# Poulan Chainsaw - Excessive Chain Oil output



## Tamfan (Jun 20, 2010)

Hi folks!

I'm working on a Poulan Chainsaw (Mod #P3314 802260) that disperses a lot of chain oil.

What should I look for to stop this excessive flow?

Thanks for your help!

PL


----------



## 30yearTech (Sep 14, 2006)

What kind of oil is in the oiler tank? The oil pump is designed for bar and chain lube, which is basically 30wt oil with a tacking agent and friction reducing additives. If they are using a multi viscosity oil, it will feed it out faster. As far as I know, these pumps are not adjustable.


----------



## Tamfan (Jun 20, 2010)

30yearTech said:


> What kind of oil is in the oiler tank? The oil pump is designed for bar and chain lube, which is basically 30wt oil with a tacking agent and friction reducing additives. If they are using a multi viscosity oil, it will feed it out faster.
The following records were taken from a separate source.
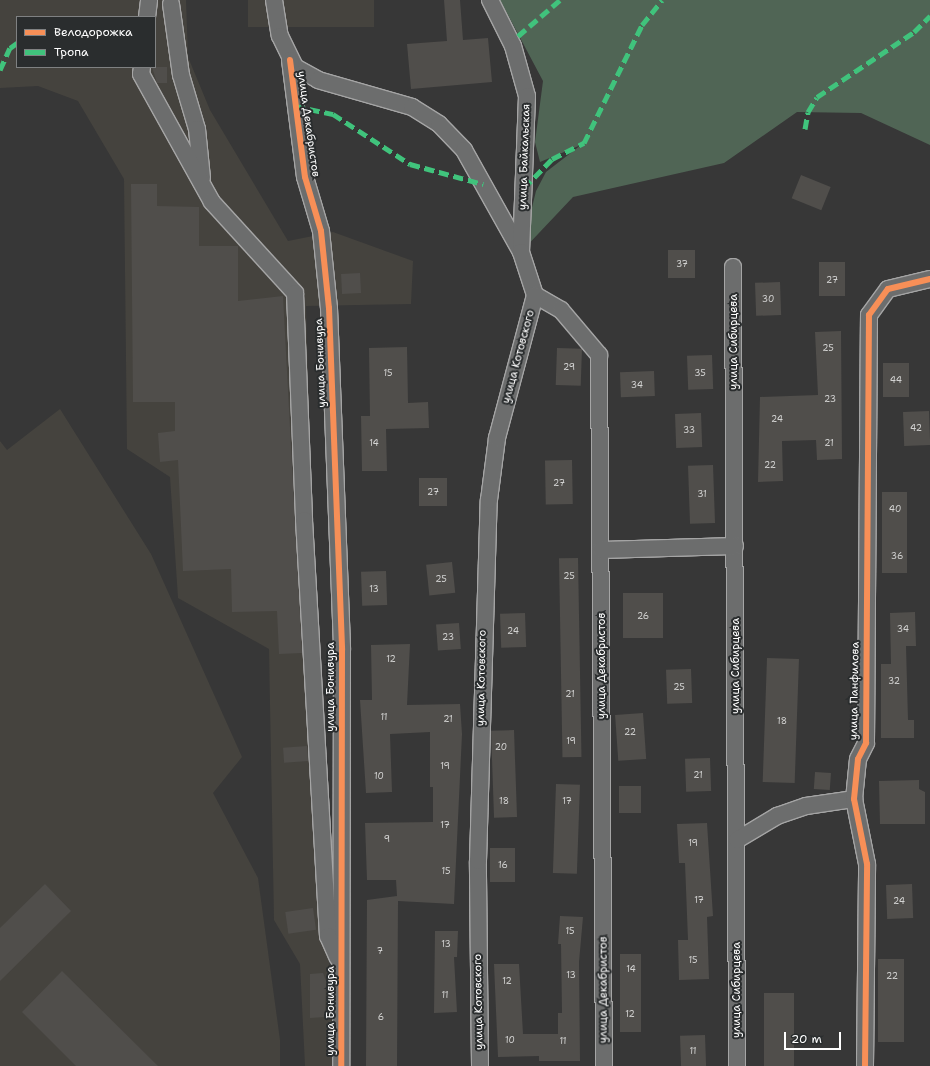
<!DOCTYPE html>
<html>
<head>
<meta charset="utf-8">
<style>
	body { margin:0 }
	#map { position:relative; width:930px; height:1066px; overflow:hidden; background:#373737; font-family:"Shantell Sans",sans-serif }
	div>[style] { position:absolute }
	[style*='--x'] { left:calc(var(--x)*1px); top:calc(var(--y)*1px); width:calc(var(--w)*1px); rotate:calc(var(--a)*1deg) }
	.built>* { inset:0; background:#45433e; transform-origin:0 0 }
	.green>* { inset:0; background:#506555 }
	.building>* { inset:0; background:#504e4b; transform-origin:0 0 }
	.roads { filter:drop-shadow(1px 0 #a5a5a5) drop-shadow(-1px 0 #a5a5a5) drop-shadow(0 1px #a5a5a5) drop-shadow(0 -1px #a5a5a5) }
	.street>* { height:16px; margin:-8px; padding:0 8px; transform-origin:8px; border-radius:8px; background:#6c6d6d }
	.quiet>* { height:5px; margin-top:-2.5px; transform-origin:0; background:repeating-linear-gradient(90deg,#40c37c 0 10px,transparent 0 15px) }
	.cycleway>* { height:6px; margin:-3px; padding:0 3px; transform-origin:3px; border-radius:3px; background:#f78f57 }
	span { translate:-50% -50%; white-space:nowrap; text-align:center; line-height:1.15; -webkit-text-stroke:4px #2a2d2e; paint-order:stroke }
	.number-label { font-size:9px; color:#d3d3d2 }
	.number-label span { -webkit-text-stroke-width:0 }
	.street-label { font-size:11px; color:#fff }
	.legend { position:absolute; left:16px; top:16px; width:140px; height:52px; box-sizing:border-box; background:#2a2d2e; border:1px solid #7f8182; margin:0; padding:5px 7px; list-style:none; font-size:12px; color:#fff }
	.legend li { display:flex; align-items:center; gap:8px; height:20px }
	.legend b { width:20px; border:1px solid #7f8182 }
	.scale { position:absolute; left:784px; top:1032px; width:57px; height:18px; box-sizing:border-box; border:2px solid #fff; border-top:0; padding-left:5px; font-size:12px; line-height:14px; white-space:nowrap; color:#fff; -webkit-text-stroke:3px #2a2d2e; paint-order:stroke }
</style>
</head>
<body>
<div id="map">
	<div class="built">
		<i style="clip-path:polygon(evenodd,0 0,186px 0,188px 57px,210px 110px,288px 241px,333px 232px,413px 261px,411px 304px,306px 306px,323px 919px,333px 989px,334px 1066px,305px 1066px,300px 964px,274px 920px,269px 649px,178px 598px,170px 477px,127px 449px,124px 179px,78px 101px,38px 86px,0 88px,0 0,17px 17px,155px 17px,155px 67px,17px 67px,17px 17px)"></i>
		<i style="left:248px;top:0;width:126px;height:27px"></i>
		<i style="clip-path:polygon(60px 409px,151px 554px,242px 757px,213px 793px,258px 878px,280px 1040px,280px 1066px,0 1066px,0 441px,7px 450px)"></i>
	</div>
	<div class="green">
		<i style="clip-path:polygon(500px 0,930px 0,930px 145px,861px 113px,797px 112px,724px 163px,573px 197px,521px 252px,536px 191px,546px 172px,581px 145px,540px 162px,535px 142px,543px 81px)"></i>
	</div>
	<div class="building">
		<i style="clip-path:polygon(444px 0,460px 0,463px 40px,488px 38px,492px 82px,411px 89px,407px 44px,447px 41px)"></i>
		<i style="clip-path:polygon(152px 67px,167px 67px,167px 83px,157px 83px)"></i>
		<i style="left:801px;top:175px;width:32px;height:25px;rotate:22deg"></i>
		<i style="clip-path:polygon(131px 184px,157px 184px,157px 206px,199px 207px,199px 246px,238px 246px,238px 301px,283px 296px,302px 653px,279px 654px,277px 611px,232px 612px,231px 569px,183px 571px,178px 460px,160px 462px,158px 433px,175px 431px,175px 402px,133px 402px)"></i>
		<i style="left:668px;top:250px;width:27px;height:28px"></i>
		<i style="left:845px;top:262px;width:34px;height:26px;rotate:90deg"></i>
		<i style="left:360px;top:273px;width:20px;height:19px;rotate:87deg"></i>
		<i style="left:780px;top:282px;width:33px;height:25px;rotate:88deg"></i>
		<i style="clip-path:polygon(841px 331px,842px 459px,817px 460px,816px 440px,782px 441px,783px 481px,758px 482px,760px 397px,818px 395px,815px 332px)"></i>
		<i style="clip-path:polygon(407px 347px,408px 403px,428px 402px,429px 428px,386px 429px,387px 471px,362px 471px,361px 416px,370px 416px,369px 348px)"></i>
		<i style="left:557px;top:348px;width:25px;height:37px;rotate:2deg"></i>
		<i style="left:712px;top:355px;width:34px;height:25px;rotate:88deg"></i>
		<i style="left:883px;top:363px;width:26px;height:34px"></i>
		<i style="left:654px;top:371px;width:25px;height:34px;rotate:88deg"></i>
		<i style="left:929px;top:411px;width:34px;height:26px;rotate:88deg"></i>
		<i style="left:701px;top:413px;width:34px;height:26px;rotate:88deg"></i>
		<i style="left:572px;top:460px;width:44px;height:27px;rotate:89deg"></i>
		<i style="left:713px;top:465px;width:58px;height:25px;rotate:88deg"></i>
		<i style="left:447px;top:478px;width:28px;height:28px;rotate:90deg"></i>
		<i style="left:882px;top:492px;width:25px;height:81px"></i>
		<i style="left:578px;top:558px;width:199px;height:19px;rotate:89deg"></i>
		<i style="left:452px;top:562px;width:31px;height:26px;rotate:84deg"></i>
		<i style="left:386px;top:571px;width:34px;height:25px;rotate:88deg"></i>
		<i style="left:623px;top:593px;width:40px;height:45px"></i>
		<i style="clip-path:polygon(915px 612px,916px 646px,906px 646px,908px 720px,914px 720px,914px 738px,881px 738px,881px 664px,891px 664px,890px 613px)"></i>
		<i style="left:525px;top:613px;width:34px;height:25px;rotate:88deg"></i>
		<i style="left:459px;top:623px;width:26px;height:23px;rotate:86deg"></i>
		<i style="clip-path:polygon(410px 644px,407px 705px,460px 704px,462px 734px,454px 904px,398px 901px,397px 1066px,366px 1066px,367px 900px,397px 896px,396px 880px,367px 880px,365px 823px,433px 822px,433px 787px,430px 787px,430px 732px,390px 734px,392px 792px,366px 793px,360px 700px,372px 700px,371px 645px)"></i>
		<i style="left:767px;top:658px;width:32px;height:124px;rotate:2deg"></i>
		<i style="left:691px;top:669px;width:34px;height:25px;rotate:88deg"></i>
		<i style="left:643px;top:713px;width:46px;height:28px;rotate:86deg"></i>
		<i style="left:514px;top:730px;width:87px;height:23px;rotate:88deg"></i>
		<i style="left:307px;top:746px;width:15px;height:24px;rotate:86deg"></i>
		<i style="left:710px;top:758px;width:33px;height:25px;rotate:88deg"></i>
		<i style="left:815px;top:772px;width:16px;height:17px;rotate:4deg"></i>
		<i style="clip-path:polygon(919px 780px,919px 789px,925px 792px,925px 824px,880px 824px,879px 781px)"></i>
		<i style="left:556px;top:784px;width:24px;height:89px;rotate:2deg"></i>
		<i style="left:619px;top:786px;width:22px;height:27px"></i>
		<i style="clip-path:polygon(707px 823px,713px 916px,707px 917px,709px 979px,679px 980px,678px 940px,688px 940px,685px 863px,679px 863px,677px 824px)"></i>
		<i style="left:490px;top:848px;width:25px;height:34px"></i>
		<i style="clip-path:polygon(45px 884px,71px 911px,0 981px,0 928px)"></i>
		<i style="left:912px;top:884px;width:34px;height:26px;rotate:88deg"></i>
		<i style="left:313px;top:908px;width:22px;height:28px;rotate:82deg"></i>
		<i style="clip-path:polygon(560px 916px,583px 917px,579px 962px,580px 1061px,539px 1061px,539px 1056px,498px 1057px,494px 964px,519px 964px,523px 1034px,558px 1034px,558px 1013px,562px 1013px,561px 944px,558px 944px)"></i>
		<i style="clip-path:polygon(435px 931px,458px 931px,457px 957px,454px 957px,457px 1012px,434px 1013px)"></i>
		<i style="left:620px;top:954px;width:21px;height:78px"></i>
		<i style="left:904px;top:959px;width:83px;height:26px;rotate:90deg"></i>
		<i style="clip-path:polygon(62px 971px,158px 1066px,76px 1066px,22px 1012px)"></i>
		<i style="clip-path:polygon(323px 973px,326px 981px,325px 1017px,310px 1018px,310px 974px)"></i>
		<i style="left:764px;top:993px;width:30px;height:73px"></i>
		<i style="left:705px;top:1035px;width:31px;height:25px;rotate:88deg"></i>
	</div>
	<div class="roads">
		<div class="street">
			<i style="--x:274;--y:0;--w:36;--a:81"></i>
			<i style="--x:280;--y:36;--w:34;--a:64"></i>
			<i style="--x:295;--y:67;--w:26;--a:29"></i>
			<i style="--x:318;--y:80;--w:98;--a:16"></i>
			<i style="--x:412;--y:107;--w:32;--a:32"></i>
			<i style="--x:439;--y:124;--w:36;--a:46"></i>
			<i style="--x:464;--y:150;--w:117;--a:60.8"></i>
			<i style="--x:490;--y:0;--w:51;--a:63.4"></i>
			<i style="--x:513;--y:46;--w:52;--a:74.4"></i>
			<i style="--x:527;--y:96;--w:156;--a:92.2"></i>
			<i style="--x:521;--y:252;--w:45;--a:72"></i>
			<i style="--x:171;--y:4;--w:72;--a:82"></i>
			<i style="--x:181;--y:75;--w:56;--a:73.5"></i>
			<i style="--x:197;--y:129;--w:49;--a:84.2"></i>
			<i style="--x:147;--y:17;--w:17;--a:-83"></i>
			<i style="--x:290;--y:60;--w:118;--a:82.7"></i>
			<i style="--x:305;--y:177;--w:56;--a:73.5"></i>
			<i style="--x:321;--y:231;--w:77;--a:84.1"></i>
			<i style="--x:329;--y:308;--w:342;--a:87.8"></i>
			<i style="--x:342;--y:650;--w:416;--a:90.1"></i>
			<i style="--x:142;--y:67;--w:7;--a:98"></i>
			<i style="--x:141;--y:74;--w:146;--a:61"></i>
			<i style="--x:212;--y:202;--w:123;--a:47.6"></i>
			<i style="--x:295;--y:293;--w:227;--a:87.7"></i>
			<i style="--x:304;--y:520;--w:417;--a:86.7"></i>
			<i style="--x:328;--y:936;--w:24;--a:66"></i>
			<i style="--x:733;--y:267;--w:799;--a:89.71"></i>
			<i style="--x:535;--y:295;--w:30;--a:30"></i>
			<i style="--x:561;--y:310;--w:59;--a:49.8"></i>
			<i style="--x:599;--y:355;--w:711;--a:89.6"></i>
			<i style="--x:601;--y:550;--w:134;--a:-1.7"></i>
			<i style="--x:737;--y:840;--w:47;--a:-31"></i>
			<i style="--x:777;--y:816;--w:31;--a:-19"></i>
			<i style="--x:806;--y:806;--w:49;--a:-8.3"></i>
			<i style="--x:480;--y:1066;--w:205;--a:-90.6"></i>
			<i style="--x:478;--y:861;--w:361;--a:-88.3"></i>
			<i style="--x:489;--y:500;--w:63;--a:-82.6"></i>
			<i style="--x:497;--y:438;--w:148;--a:-75.1"></i>
			<i style="--x:865;--y:1066;--w:202;--a:-89.4"></i>
			<i style="--x:867;--y:864;--w:66;--a:-101.3"></i>
			<i style="--x:854;--y:799;--w:40;--a:-84.3"></i>
			<i style="--x:858;--y:759;--w:18;--a:-63"></i>
			<i style="--x:866;--y:743;--w:428;--a:-89.6"></i>
			<i style="--x:869;--y:315;--w:32;--a:-54"></i>
			<i style="--x:888;--y:289;--w:43;--a:-13.4"></i>
		</div>
	</div>
	<div class="quiet">
		<i style="--x:518;--y:36;--w:55;--a:-40.6"></i>
		<i style="--x:0;--y:70;--w:24;--a:-66"></i>
		<i style="--x:10;--y:48;--w:9;--a:-36"></i>
		<i style="--x:295;--y:106;--w:39;--a:12"></i>
		<i style="--x:333;--y:114;--w:92;--a:33"></i>
		<i style="--x:410;--y:164;--w:76;--a:15.3"></i>
		<i style="--x:805;--y:129;--w:17;--a:-80"></i>
		<i style="--x:808;--y:112;--w:17;--a:-59"></i>
		<i style="--x:817;--y:97;--w:117;--a:-33.8"></i>
		<i style="--x:914;--y:32;--w:23;--a:-45"></i>
		<i style="--x:524;--y:188;--w:40;--a:-46"></i>
		<i style="--x:552;--y:159;--w:36;--a:-27"></i>
		<i style="--x:584;--y:143;--w:131;--a:-63.8"></i>
		<i style="--x:642;--y:25;--w:32;--a:-51"></i>
	</div>
	<div class="cycleway">
		<i style="--x:290;--y:60;--w:118;--a:82.7"></i>
		<i style="--x:305;--y:177;--w:56;--a:73.5"></i>
		<i style="--x:321;--y:231;--w:77;--a:84.1"></i>
		<i style="--x:329;--y:308;--w:342;--a:87.8"></i>
		<i style="--x:342;--y:650;--w:416;--a:90.1"></i>
		<i style="--x:865;--y:1066;--w:202;--a:-89.4"></i>
		<i style="--x:867;--y:864;--w:66;--a:-101.3"></i>
		<i style="--x:854;--y:799;--w:40;--a:-84.3"></i>
		<i style="--x:858;--y:759;--w:18;--a:-63"></i>
		<i style="--x:866;--y:743;--w:428;--a:-89.6"></i>
		<i style="--x:869;--y:315;--w:32;--a:-54"></i>
		<i style="--x:888;--y:289;--w:43;--a:-13.4"></i>
	</div>
	<div class="number-label">
		<span style="left:682px;top:264px">37</span>
		<span style="left:832px;top:280px">27</span>
		<span style="left:768px;top:299px">30</span>
		<span style="left:828px;top:348px">25</span>
		<span style="left:569px;top:367px">29</span>
		<span style="left:388px;top:373px">15</span>
		<span style="left:700px;top:373px">35</span>
		<span style="left:896px;top:380px">44</span>
		<span style="left:637px;top:385px">34</span>
		<span style="left:830px;top:399px">23</span>
		<span style="left:777px;top:419px">24</span>
		<span style="left:916px;top:428px">42</span>
		<span style="left:689px;top:430px">33</span>
		<span style="left:374px;top:443px">14</span>
		<span style="left:829px;top:443px">21</span>
		<span style="left:770px;top:465px">22</span>
		<span style="left:559px;top:483px">27</span>
		<span style="left:433px;top:492px">27</span>
		<span style="left:702px;top:494px">31</span>
		<span style="left:895px;top:509px">40</span>
		<span style="left:897px;top:556px">36</span>
		<span style="left:569px;top:576px">25</span>
		<span style="left:441px;top:579px">25</span>
		<span style="left:374px;top:589px">13</span>
		<span style="left:643px;top:616px">26</span>
		<span style="left:903px;top:629px">34</span>
		<span style="left:513px;top:631px">24</span>
		<span style="left:448px;top:637px">23</span>
		<span style="left:391px;top:659px">12</span>
		<span style="left:894px;top:681px">32</span>
		<span style="left:679px;top:687px">25</span>
		<span style="left:570px;top:694px">21</span>
		<span style="left:384px;top:717px">11</span>
		<span style="left:448px;top:719px">21</span>
		<span style="left:782px;top:721px">18</span>
		<span style="left:630px;top:732px">22</span>
		<span style="left:571px;top:741px">19</span>
		<span style="left:501px;top:747px">20</span>
		<span style="left:445px;top:766px">19</span>
		<span style="left:698px;top:775px">21</span>
		<span style="left:379px;top:776px">10</span>
		<span style="left:504px;top:801px">18</span>
		<span style="left:567px;top:801px">17</span>
		<span style="left:445px;top:825px">17</span>
		<span style="left:387px;top:839px">9</span>
		<span style="left:693px;top:843px">19</span>
		<span style="left:503px;top:865px">16</span>
		<span style="left:446px;top:871px">15</span>
		<span style="left:699px;top:900px">17</span>
		<span style="left:899px;top:901px">24</span>
		<span style="left:570px;top:931px">15</span>
		<span style="left:446px;top:944px">13</span>
		<span style="left:380px;top:951px">7</span>
		<span style="left:693px;top:960px">15</span>
		<span style="left:631px;top:969px">14</span>
		<span style="left:571px;top:975px">13</span>
		<span style="left:892px;top:976px">22</span>
		<span style="left:507px;top:981px">12</span>
		<span style="left:445px;top:995px">11</span>
		<span style="left:630px;top:1014px">12</span>
		<span style="left:381px;top:1017px">6</span>
		<span style="left:510px;top:1040px">10</span>
		<span style="left:563px;top:1041px">11</span>
		<span style="left:693px;top:1051px">11</span>
	</div>
	<div class="street-label">
		<span style="left:308px;top:124px;rotate:82deg">улица Декабристов</span>
		<span style="left:525px;top:157px;rotate:-88deg">улица Байкальская</span>
		<span style="left:734px;top:342px;rotate:-90deg">улица Сибирцева</span>
		<span style="left:519px;top:357px;rotate:-75deg">улица Котовского</span>
		<span style="left:321px;top:363px;rotate:-92deg">улица Бонивура</span>
		<span style="left:602px;top:666px;rotate:-90deg">улица Декабристов</span>
		<span style="left:736px;top:666px;rotate:-90deg">улица Сибирцева</span>
		<span style="left:482px;top:678px;rotate:-89deg">улица Котовского</span>
		<span style="left:331px;top:687px;rotate:-90deg">улица Бонивура</span>
		<span style="left:855px;top:691px;rotate:-89deg">улица Панфилова</span>
		<span style="left:604px;top:990px;rotate:-90deg">улица Декабристов</span>
		<span style="left:737px;top:990px;rotate:-90deg">улица Сибирцева</span>
		<span style="left:479px;top:1002px;rotate:-91deg">улица Котовского</span>
		<span style="left:331px;top:1011px;rotate:-90deg">улица Бонивура</span>
	</div>
	<ul class="legend">
	<li><b style="height:5px;background:#f78f57"></b>Велодорожка</li>
	<li><b style="height:5px;background:#40c37c"></b>Тропа</li>
	</ul>
	<div class="scale">20 m</div>
</div>
</body>
</html>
As far as I know, these pumps are not adjustable.


Thanks 30YT.
I'm going to drain the remaining oil from the tank and refill and test with fresh bar/chain lube and see if that makes a difference.

Thank again for your help!


----------



## Gary Alford (Nov 17, 2005)

*Re Saw*

Don't mean to be a smart Ass , but a better saw would help as most of these cheap saws leak oil like a cive, I have had more than not of these saws come in with floor dry in the saw case to absorb the oil.


----------